Stored data:
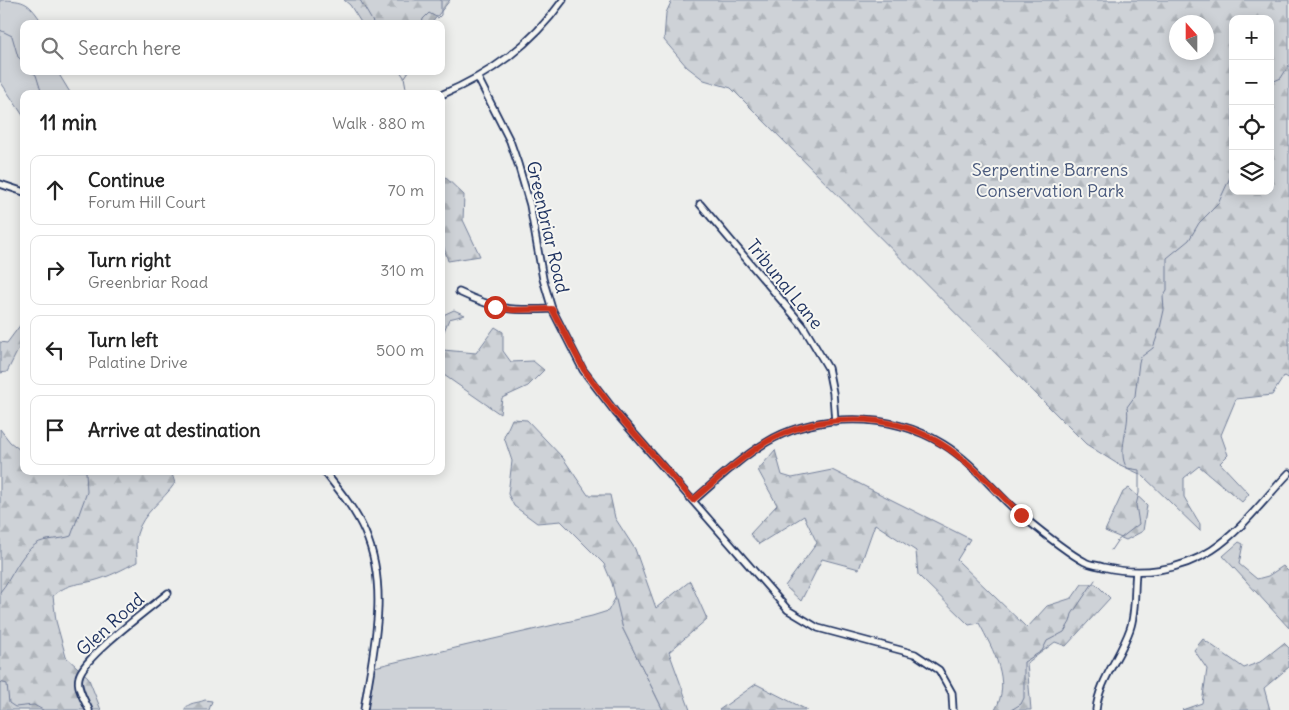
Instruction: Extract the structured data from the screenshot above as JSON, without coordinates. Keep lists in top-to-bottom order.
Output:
{
  "streets": {
    "street": ["Greenbriar Road", "Tribunal Lane", "Glen Road"]
  },
  "parks": ["Serpentine Barrens Conservation Park"],
  "north": "top",
  "page": {
    "map_buttons": ["+", "−"],
    "search": "Search here",
    "heading": ["11 min", "Walk · 880 m"],
    "list": [
      ["Continue", "Forum Hill Court", "70 m"],
      ["Turn right", "Greenbriar Road", "310 m"],
      ["Turn left", "Palatine Drive", "500 m"],
      "Arrive at destination"
    ]
  }
}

• Prompt: Repeat every record above exactly, except the pictures.

• Exercise response:
Instruction: Extract the structured data from the screenshot above as JSON, without coordinates. Keep lists in top-to-bottom order.
Output:
{
  "streets": {
    "street": ["Greenbriar Road", "Tribunal Lane", "Glen Road"]
  },
  "parks": ["Serpentine Barrens Conservation Park"],
  "north": "top",
  "page": {
    "map_buttons": ["+", "−"],
    "search": "Search here",
    "heading": ["11 min", "Walk · 880 m"],
    "list": [
      ["Continue", "Forum Hill Court", "70 m"],
      ["Turn right", "Greenbriar Road", "310 m"],
      ["Turn left", "Palatine Drive", "500 m"],
      "Arrive at destination"
    ]
  }
}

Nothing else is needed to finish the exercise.